Influential Woman · Supply chain consulting
salome munyaka
Consultant, DBA Consulting
Addison, TX
Her Story
About salome
I graduated with a bachelor's in Sustainable Urban Development, initially wanting to help people get housing and build policy supporting affordable housing. When government positions weren't hiring, I took a job with Enterprise's Management Trainee Program in 2019, which taught me how to run a business, develop people, manage fleet, and build customer relationships. I fell in love with the industry and moved up to branch manager within 2 years. Amazon recruited me during their expansion to launch their delivery service partner business line, where I interviewed and qualified business owners, helped them set up their operations with Amazon's resources, and managed relationships with 12 delivery service partners at my station. I transitioned to employee relations for delivery service partners to get ahead of unionization issues, ensuring drivers were happy and had competitive pay and benefits. A former colleague recruited me to Walmart to launch their next-generation fulfillment building in Dallas, competing with Amazon's technology level. After successfully launching and hiring everyone on time and hitting first-year targets despite Walmart's bureaucracy, I realized I was tired of launching and getting stuck after the launch was complete. I wanted exposure to more industries and the ability to move on when my job was done without leaving the company. A colleague connected me with DVNA Consulting, which works with different industries for 8-9 month engagements. I just completed 7 months with a steel tube manufacturer and am starting a 9-month project with Lockheed Martin in Atlanta, analyzing and solving their aircraft delivery issues. What makes me happy is that after 9 months, my job is done and I can move to another industry.
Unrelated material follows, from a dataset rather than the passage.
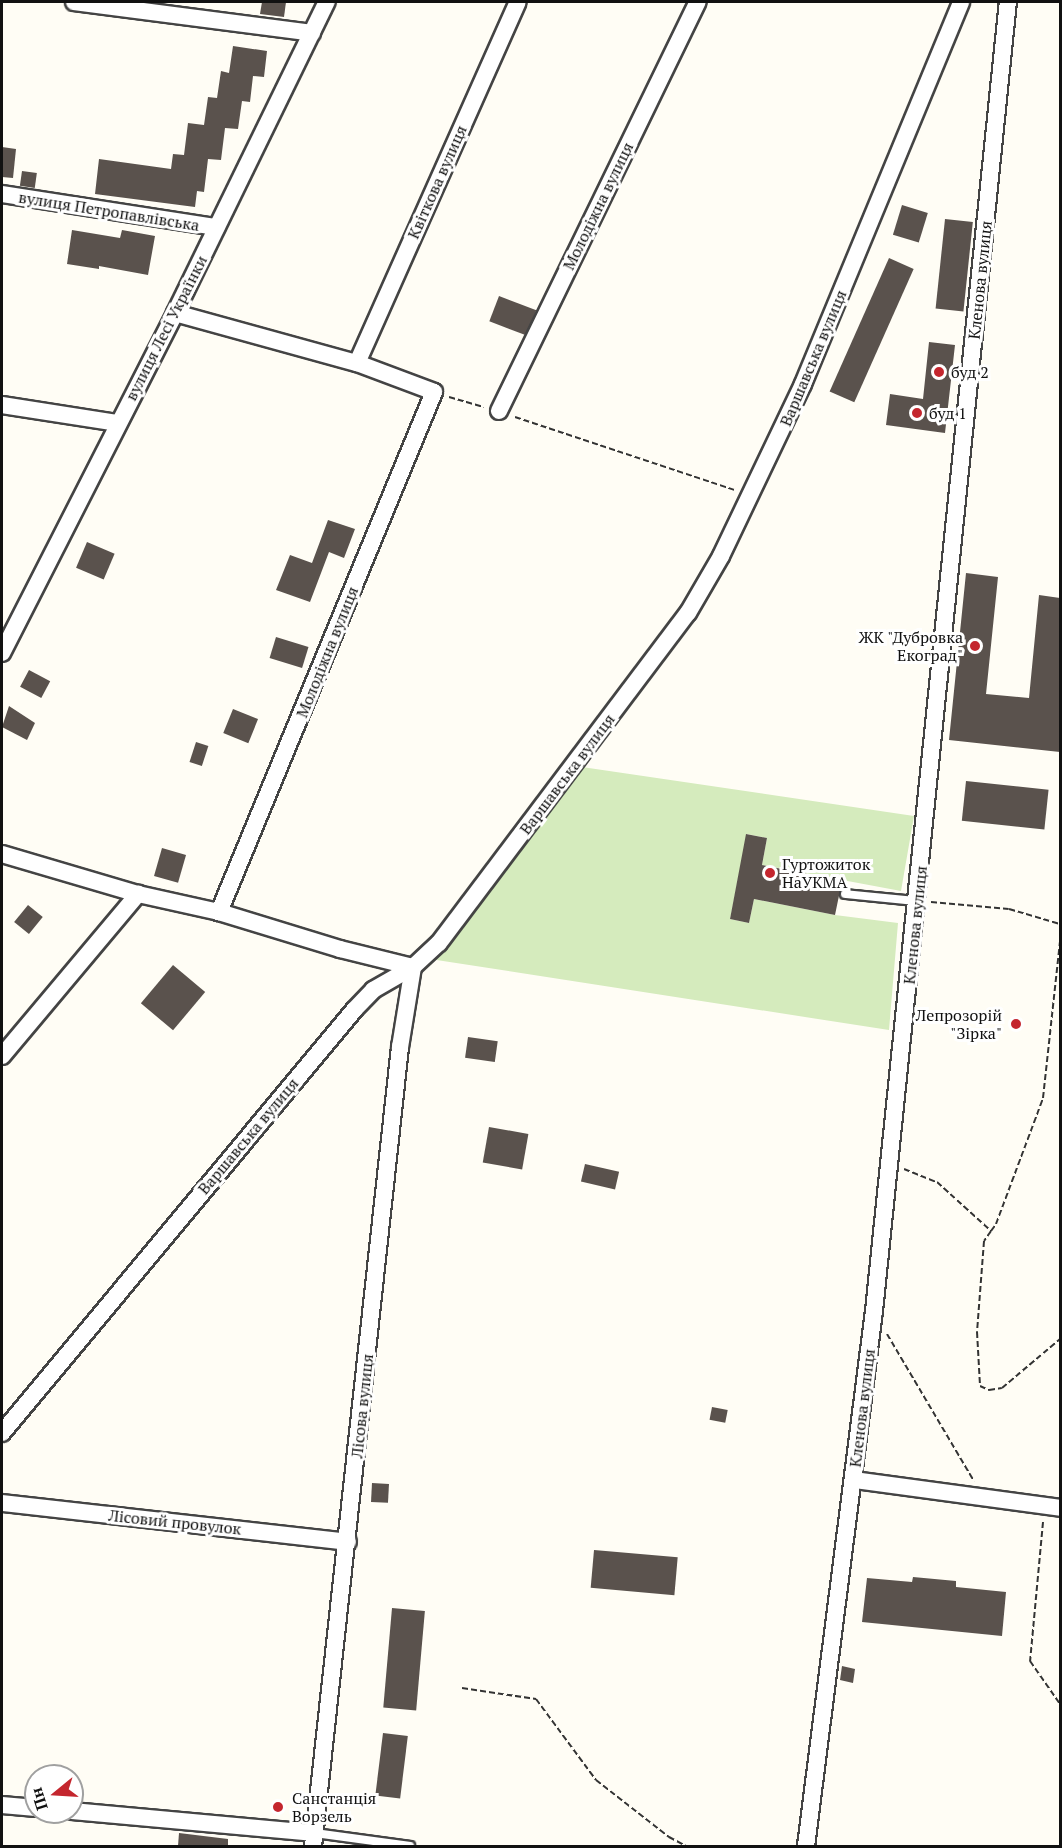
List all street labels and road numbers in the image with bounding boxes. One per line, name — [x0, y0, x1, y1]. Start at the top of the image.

I wanted something fulfilling that challenges me every single day.
Her Interview
Ten minutes with salome
01What advice would you give to young women entering your industry?
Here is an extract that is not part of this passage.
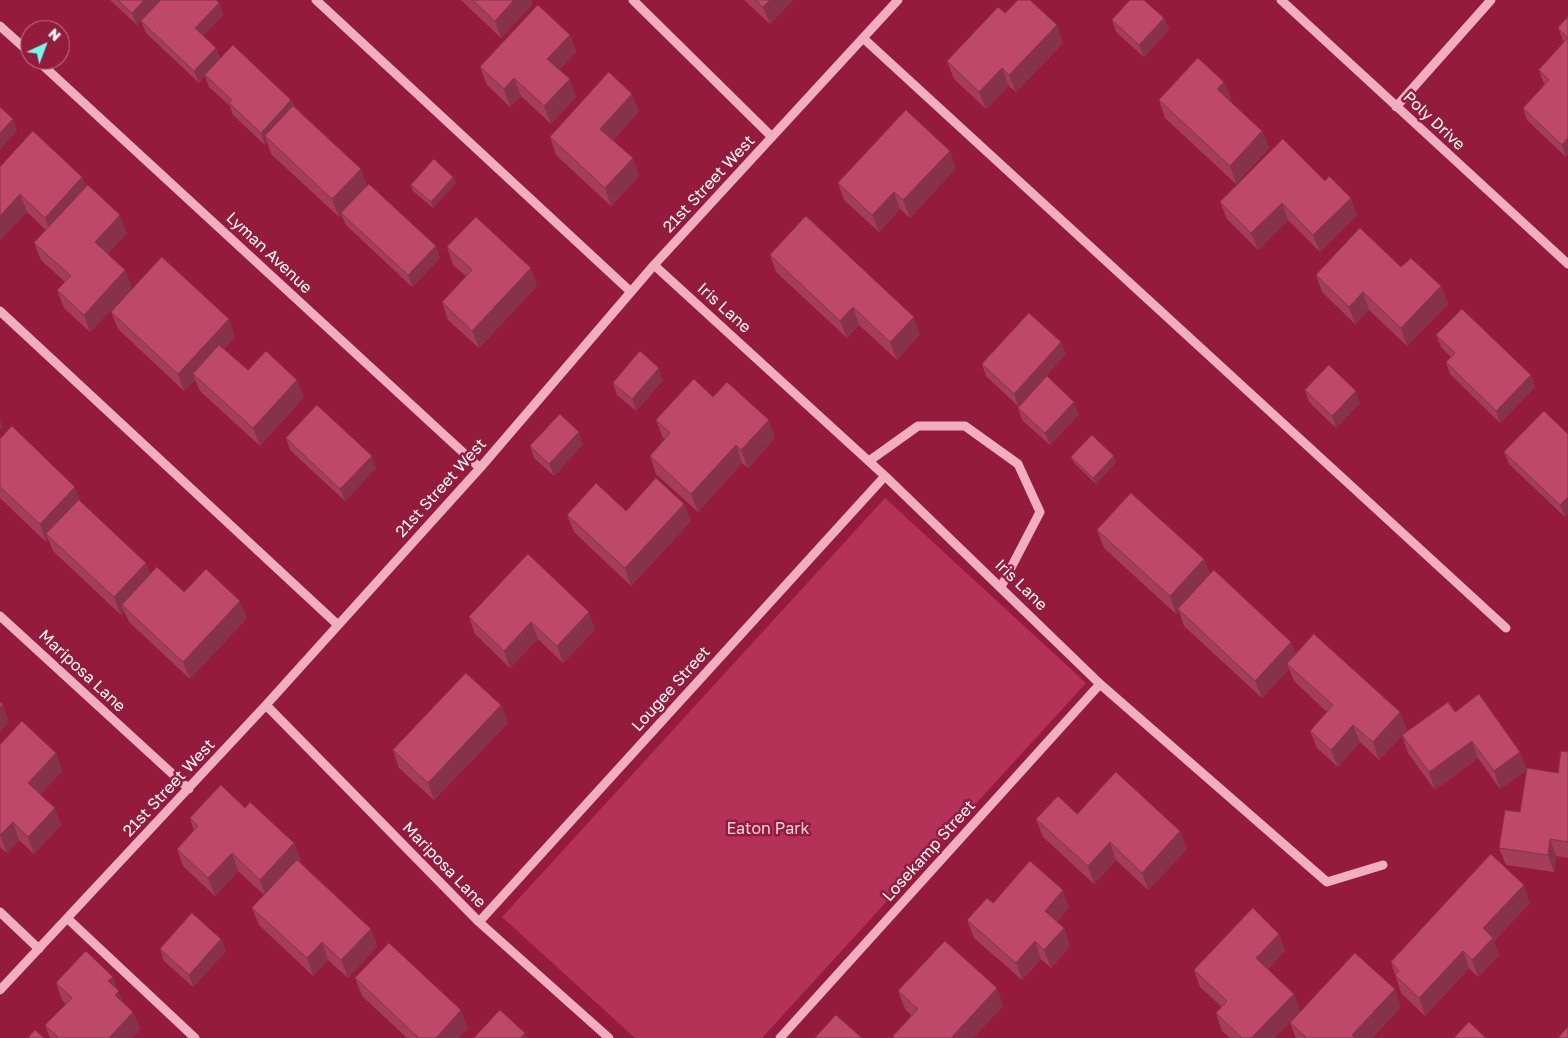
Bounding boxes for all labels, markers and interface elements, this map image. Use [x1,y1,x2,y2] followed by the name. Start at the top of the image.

I would say you have to be receptive to feedback. Always take every opportunity as a learning moment, and surround yourself with people who've been doing it longer than you have. That has really helped me. Build good networks and good friendships. My biggest one is everything you do, do it with excellence, even if your job is just to greet people. It speaks volumes to your character, and a lot of people give people opportunities based on character. If people feel you have good character and you have integrity, they feel they can teach skill. They can't teach character. Anybody is willing to take a chance on you if they feel you have good character, you're teachable, you have a coachable spirit, and you have good integrity. It doesn't matter what you don't know how to do. Someone's gonna be willing to teach you.